- [Exercise instructions]
Copy out every line from the records that includes "serif".

- [Excerpted records]
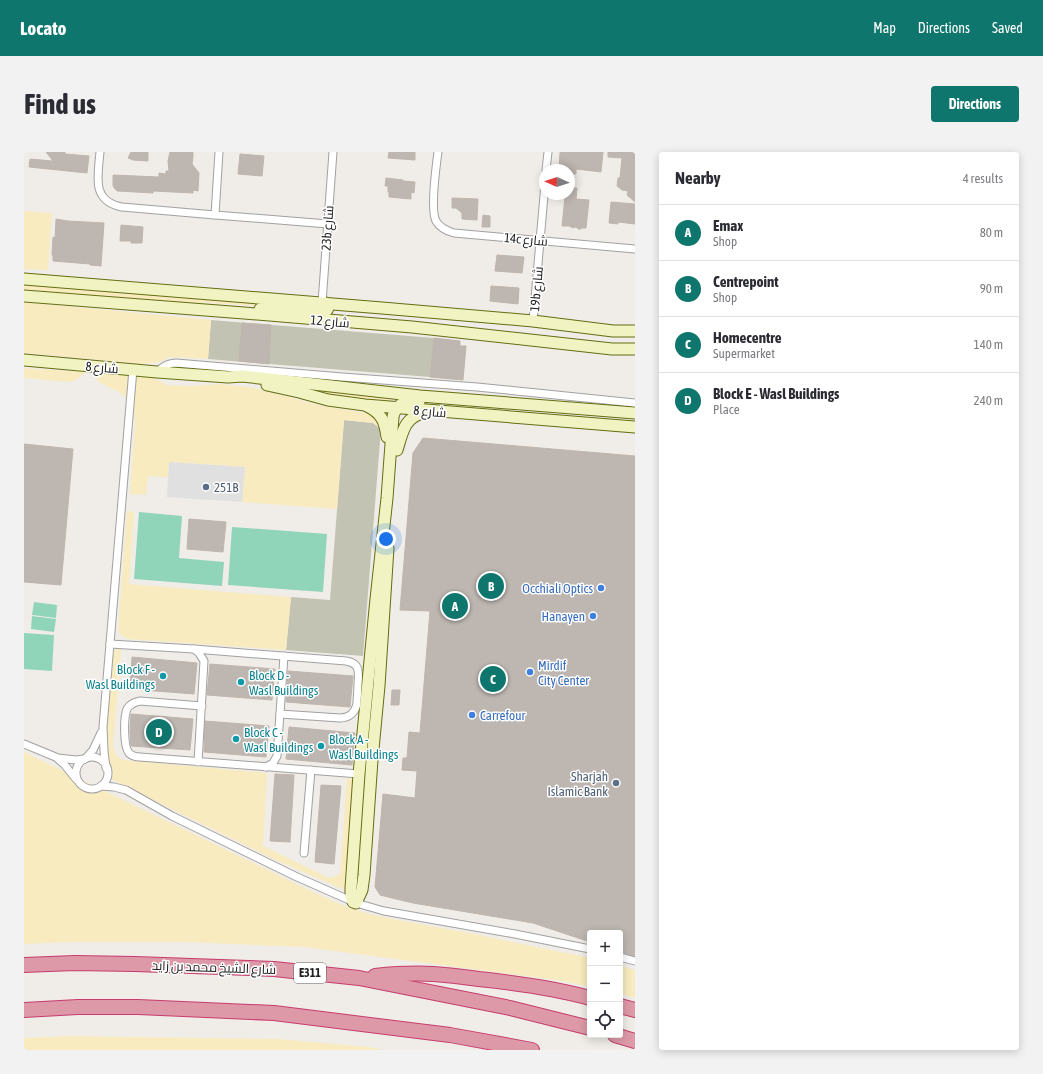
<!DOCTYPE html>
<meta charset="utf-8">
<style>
:root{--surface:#fff;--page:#f2f2f3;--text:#2b2b33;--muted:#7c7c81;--line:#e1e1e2;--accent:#0f766e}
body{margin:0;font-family:"Asap Condensed",Cairo,sans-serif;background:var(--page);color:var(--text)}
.controls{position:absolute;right:12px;bottom:12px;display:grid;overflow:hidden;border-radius:4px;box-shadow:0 2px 10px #0003}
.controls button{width:36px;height:36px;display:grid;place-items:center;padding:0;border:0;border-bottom:1px solid var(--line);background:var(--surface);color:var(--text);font:20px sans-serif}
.compass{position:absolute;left:515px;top:12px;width:36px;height:36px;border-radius:50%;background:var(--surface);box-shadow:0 2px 10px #0003;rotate:273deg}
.you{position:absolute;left:362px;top:387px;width:14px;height:14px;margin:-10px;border:3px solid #fff;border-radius:50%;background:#1a73e8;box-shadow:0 0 0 6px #1a73e833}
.badge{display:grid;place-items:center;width:26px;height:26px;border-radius:50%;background:var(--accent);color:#fff;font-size:13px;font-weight:700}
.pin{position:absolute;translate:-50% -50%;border:2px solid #fff;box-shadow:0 1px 4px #0006}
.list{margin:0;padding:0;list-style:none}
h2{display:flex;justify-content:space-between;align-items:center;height:52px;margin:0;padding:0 16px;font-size:17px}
h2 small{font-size:13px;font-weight:400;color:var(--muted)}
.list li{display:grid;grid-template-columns:26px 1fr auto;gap:12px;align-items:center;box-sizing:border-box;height:56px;padding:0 16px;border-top:1px solid var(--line)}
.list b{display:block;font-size:15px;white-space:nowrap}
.list p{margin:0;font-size:13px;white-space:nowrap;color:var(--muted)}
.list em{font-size:13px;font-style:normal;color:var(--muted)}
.icon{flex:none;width:22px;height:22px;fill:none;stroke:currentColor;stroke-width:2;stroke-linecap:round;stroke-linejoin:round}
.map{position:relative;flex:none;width:611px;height:898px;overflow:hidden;border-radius:4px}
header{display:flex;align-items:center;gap:24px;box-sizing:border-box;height:56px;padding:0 20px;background:var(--accent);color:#fff}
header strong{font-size:19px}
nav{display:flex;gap:22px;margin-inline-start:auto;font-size:14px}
.intro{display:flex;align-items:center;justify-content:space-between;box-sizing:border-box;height:96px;padding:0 24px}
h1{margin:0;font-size:28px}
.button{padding:10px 18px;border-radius:4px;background:var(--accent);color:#fff;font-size:14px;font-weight:700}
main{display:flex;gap:24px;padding:0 24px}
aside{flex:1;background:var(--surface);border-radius:4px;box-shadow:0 2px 10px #0003}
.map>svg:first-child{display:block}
.construction{fill:#c3c3b4}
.sand{fill:#f7ebbf}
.pitch{fill:#90d5ba}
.parking{fill:#e0e0e0}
.building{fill:#bdb6b1;stroke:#c0b5ac}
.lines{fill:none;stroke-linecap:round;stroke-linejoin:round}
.street-casing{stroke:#a1a1a1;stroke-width:9}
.secondary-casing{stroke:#646d12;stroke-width:13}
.highway-casing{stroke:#c73c6d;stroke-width:16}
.street{stroke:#fff;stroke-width:7}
.secondary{stroke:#f1f3c3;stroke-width:11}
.highway{stroke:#dd99a7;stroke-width:14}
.service-dot{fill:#5c6f8a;stroke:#fff;stroke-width:1.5}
.shop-dot{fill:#3f7fe0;stroke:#fff;stroke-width:1.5}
.culture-dot{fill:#0f9aa8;stroke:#fff;stroke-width:1.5}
.labels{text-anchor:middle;stroke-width:3;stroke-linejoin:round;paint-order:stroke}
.shield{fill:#fff;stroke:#636363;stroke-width:1}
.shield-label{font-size:12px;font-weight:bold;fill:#202020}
.street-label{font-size:13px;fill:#202020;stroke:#fff}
.service-label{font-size:13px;fill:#4e5e75;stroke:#fff;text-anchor:start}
.shop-label{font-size:13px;fill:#366cbe;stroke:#fff;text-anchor:end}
.culture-label{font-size:13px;fill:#0d838f;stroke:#fff;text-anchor:start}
</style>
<header>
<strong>Locato</strong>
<nav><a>Map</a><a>Directions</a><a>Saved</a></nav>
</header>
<div class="intro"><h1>Find us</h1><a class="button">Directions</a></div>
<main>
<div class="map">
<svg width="611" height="898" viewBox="0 0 611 898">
<rect width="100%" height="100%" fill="#f0ede8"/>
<g class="construction">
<polygon points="187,168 410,186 406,225 184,207"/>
<polygon points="320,268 349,271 357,277 339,504 262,498 267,445 306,448"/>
</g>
<g class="sand">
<polygon points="0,59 28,61 24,118 0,117"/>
<polygon points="0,132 293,156 293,158 186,151 120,149 0,138"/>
<polygon points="0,150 187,168 184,207 152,205 143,206 136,210 118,212 0,201"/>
<path d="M 0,216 L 61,220 C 56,226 52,229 44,230 L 0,226 Z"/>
<polygon points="73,220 128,225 143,233 165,234 197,232 231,236 299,254 349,262 357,277 349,271 320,268 313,357 218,350 221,315 145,310 144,325 124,324 122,343 106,342 111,272 110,259 105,250 97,241 78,232 73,228"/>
<polygon points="249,231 364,245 366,248 367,251 322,247"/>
<polygon points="103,359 110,360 105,432 267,445 262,498 104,487 98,484 94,479"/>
<path d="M 93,497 L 97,497 L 89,593 C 91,601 91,605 100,608 L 243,621 L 239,694 L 305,726 L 316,722 L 323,625 L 334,625 L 323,739 L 247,706 L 79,623 L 87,504 L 90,499 Z"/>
<polygon points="0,600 178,686 293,742 323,755 346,762 374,768 450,782 566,806 566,835 539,829 280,795 160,790 48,790 0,792"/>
<polygon points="596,814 611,818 611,846 596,842"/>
<polygon points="46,884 254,887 344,895 361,898 0,898 0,886"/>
</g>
<g class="pitch">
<polygon points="115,360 158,364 155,406 200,410 198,434 110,427"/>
<polygon points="208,375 303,382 299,440 204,433"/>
<polygon points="10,450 33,453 32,466 8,463"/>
<polygon points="8,464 32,467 30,480 7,477"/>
<polygon points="0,481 30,483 28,519 0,517"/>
</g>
<polygon class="parking" points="145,310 221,315 218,350 143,345"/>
<g class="building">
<polygon points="22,0 41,0 41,2 65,4 63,21 5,15 6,7 29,9"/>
<polygon points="107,0 124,0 124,9 109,8 104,6"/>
<polygon points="146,0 169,0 169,5 168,12 175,21 174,39 169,38 169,41 129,39 129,41 93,39 91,37 89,34 89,23 135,25 135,21 142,22 142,19 145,19 144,9"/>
<polygon points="365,0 391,0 391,8 364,6"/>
<polygon points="536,0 579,0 577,20 552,17 552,22 545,22 545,18 535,18"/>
<polygon points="584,0 611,0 611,50 603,43 604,39 598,38 593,34 594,26 596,26 598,6 584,5"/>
<polygon points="216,2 240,4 238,24 214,22"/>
<polygon points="362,26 379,28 379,29 391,30 390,41 387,40 387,47 365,45 365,40 364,40 364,34 361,34"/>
<polygon points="545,36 553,36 552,47 565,48 562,76 558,76 557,77 554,77 552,75 549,76 545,74 538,74 541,45 543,45 543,42 545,42"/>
<polygon points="428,46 454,47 453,68 438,67 438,61 432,56 428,56"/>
<polygon points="587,50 611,52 611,72 594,70 594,72 585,71"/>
<polygon points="459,63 466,64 466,75 458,75"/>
<polygon points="32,67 44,69 80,71 77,114 66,113 66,112 29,109 29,104 28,103 29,85 31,86"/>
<polygon points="97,73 119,75 118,91 107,91 107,89 96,89"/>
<polygon points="473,103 500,105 498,121 471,119"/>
<polygon points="467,134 495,136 494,152 466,149"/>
<polygon points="218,171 247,173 245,212 215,209"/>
<polygon points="410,186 436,189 436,194 442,194 439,228 406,225"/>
<polygon points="399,286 611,304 611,804 596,800 596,781 566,781 566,790 509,771 389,751 372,747 356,743 351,735 359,642 391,646 393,619 378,618 379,606 383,606 385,580 396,581 406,459 376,458 389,301"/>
<polygon points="0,292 49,297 37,433 0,430"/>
<polygon points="165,367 202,370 199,400 163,397"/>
<polygon points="108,505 173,511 170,542 106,537"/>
<polygon points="186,512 251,517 248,548 183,543"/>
<polygon points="264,519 329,524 326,555 262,550"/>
<polygon points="368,538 376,538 375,553 367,553"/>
<polygon points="107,562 169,567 166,598 107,594 106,579"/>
<polygon points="181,569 245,574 242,605 180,600"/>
<polygon points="265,575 331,581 328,613 262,607"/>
<polygon points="251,622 270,623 266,690 246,689"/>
<polygon points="297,633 317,634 310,712 291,710"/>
</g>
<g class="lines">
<g class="street-casing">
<g id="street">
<path d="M 76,0 C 74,24 67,49 98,55 L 191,63 L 195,0"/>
<path d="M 414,0 C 412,15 406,58 412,69 C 416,76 423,79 430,81 L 611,97"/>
<polyline points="522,18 524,0"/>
<polyline points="191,63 304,72"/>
<polyline points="298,151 309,0"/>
<polyline points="509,169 521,32"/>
<path d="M 133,220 C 139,214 144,211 152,211 L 318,225 L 453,235 L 611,251"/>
<path d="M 86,492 L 170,497 L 322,509 C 336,511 335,520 334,532 C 334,539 333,545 333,552 C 331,561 325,566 316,566 L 256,562"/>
<polyline points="170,497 175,501 180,509 174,610"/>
<path d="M 178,554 L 116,549 C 111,550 106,552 103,557 C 100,564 99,594 105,601 C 108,604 112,605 116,605 L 335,622"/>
<polyline points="0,592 34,606 52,608 60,607"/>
<circle cx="68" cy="621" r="16"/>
<polyline points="34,607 40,612 52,627"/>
<polyline points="61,607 69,598 77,581"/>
<polyline points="242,615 249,611 253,604 260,504"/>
<polyline points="82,616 80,599 79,575 109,217"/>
<polyline points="77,634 90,635 102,638 148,664 273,725 332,751 360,759 491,782 566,797"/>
<polyline points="280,701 287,618"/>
<polyline points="596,805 611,809"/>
</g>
</g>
<g class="secondary-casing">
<g id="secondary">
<polyline points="0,127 358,156 509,169 589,179 611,179"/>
<polyline points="0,144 220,161 388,175 588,197 611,197"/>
<polyline points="236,157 252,156 298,160 303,158 304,156 302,151"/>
<polyline points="0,208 133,220 204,225 218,224 396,244 611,261"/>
<polyline points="243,233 275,240 304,248 341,253 611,275"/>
<path d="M 343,254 C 358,261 361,270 363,285"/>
<path d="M 373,298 C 379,279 380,265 402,260"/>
<path d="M 329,750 L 327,744 L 327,736 L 335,622 L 352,447 L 363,346 L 369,265 C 370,258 377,250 385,249 C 388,249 391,249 395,250"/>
<polyline points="332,751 338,738 340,723 348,608 355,534 364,396"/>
</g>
</g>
<g class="highway-casing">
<g id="highway">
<polyline points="0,813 51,811 111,812 250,817 335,826 486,856 566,876"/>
<path d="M 351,824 C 370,822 390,821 409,822 C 424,823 440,825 455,827 C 492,831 530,836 566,846"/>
<polyline points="596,854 611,858"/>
<polyline points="0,858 54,855 114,855 250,861 426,883 508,898"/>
<polyline points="591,883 611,889"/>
</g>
</g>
<use href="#street" class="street"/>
<use href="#secondary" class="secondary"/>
<use href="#highway" class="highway"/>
</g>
<g class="service-dot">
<circle cx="182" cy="335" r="4"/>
<circle cx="592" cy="631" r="4"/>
</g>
<g class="shop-dot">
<circle cx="577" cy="436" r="4"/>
<circle cx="569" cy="464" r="4"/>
<circle cx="506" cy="520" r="4"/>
<circle cx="448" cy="563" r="4"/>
</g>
<g class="culture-dot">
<circle cx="139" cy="524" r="4"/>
<circle cx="217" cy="530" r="4"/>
<circle cx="212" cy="587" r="4"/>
<circle cx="297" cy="594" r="4"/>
</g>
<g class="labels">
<rect class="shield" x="270" y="811" width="32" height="20" rx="3"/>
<g class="shield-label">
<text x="286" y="825">E311</text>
</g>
<g class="street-label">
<text transform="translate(303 76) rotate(-86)" y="5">23b شارع</text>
<text transform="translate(502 87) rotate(5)" y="5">14c شارع</text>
<text transform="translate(512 137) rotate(-85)" y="5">19b شارع</text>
<text transform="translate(306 169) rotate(5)" y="5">شارع 12</text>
<text transform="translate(78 215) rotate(4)" y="5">شارع 8</text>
<text transform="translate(406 259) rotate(5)" y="5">شارع 8</text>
<text transform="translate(190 815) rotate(2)" y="5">شارع الشيخ محمد بن زايد</text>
</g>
<g class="service-label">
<text x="190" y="340">251B</text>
<text x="584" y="629" text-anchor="end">Sharjah<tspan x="584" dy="15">Islamic Bank</tspan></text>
</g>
<g class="shop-label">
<text x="569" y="441">Occhiali Optics</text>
<text x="561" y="469">Hanayen</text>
<text x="514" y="518" text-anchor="start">Mirdif<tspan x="514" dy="15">City Center</tspan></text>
<text x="456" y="568" text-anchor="start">Carrefour</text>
</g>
<g class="culture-label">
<text x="131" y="522" text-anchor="end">Block F -<tspan x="131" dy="15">Wasl Buildings</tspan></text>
<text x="225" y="528">Block D -<tspan x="225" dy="15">Wasl Buildings</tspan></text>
<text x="220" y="585">Block C -<tspan x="220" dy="15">Wasl Buildings</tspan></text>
<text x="305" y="592">Block A -<tspan x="305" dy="15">Wasl Buildings</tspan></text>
</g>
</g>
</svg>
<div class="controls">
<button>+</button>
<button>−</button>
<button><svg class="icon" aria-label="locate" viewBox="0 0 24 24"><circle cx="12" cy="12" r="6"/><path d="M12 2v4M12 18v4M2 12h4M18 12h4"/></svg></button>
</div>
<svg class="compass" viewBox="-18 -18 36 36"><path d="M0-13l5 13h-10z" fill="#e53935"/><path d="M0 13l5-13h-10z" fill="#7c7c81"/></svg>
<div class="you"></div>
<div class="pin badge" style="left:431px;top:454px">A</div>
<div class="pin badge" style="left:467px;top:434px">B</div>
<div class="pin badge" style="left:469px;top:527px">C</div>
<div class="pin badge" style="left:135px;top:580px">D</div>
</div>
<aside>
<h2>Nearby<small>4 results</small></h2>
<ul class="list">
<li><span class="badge">A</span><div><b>Emax</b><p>Shop</p></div><em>80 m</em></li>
<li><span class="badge">B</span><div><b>Centrepoint</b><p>Shop</p></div><em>90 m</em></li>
<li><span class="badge">C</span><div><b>Homecentre</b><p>Supermarket</p></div><em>140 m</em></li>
<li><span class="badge">D</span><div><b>Block E - Wasl Buildings</b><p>Place</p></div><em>240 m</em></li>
</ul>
</aside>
</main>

- [Answer below]
body{margin:0;font-family:"Asap Condensed",Cairo,sans-serif;background:var(--page);color:var(--text)}
.controls button{width:36px;height:36px;display:grid;place-items:center;padding:0;border:0;border-bottom:1px solid var(--line);background:var(--surface);color:var(--text);font:20px sans-serif}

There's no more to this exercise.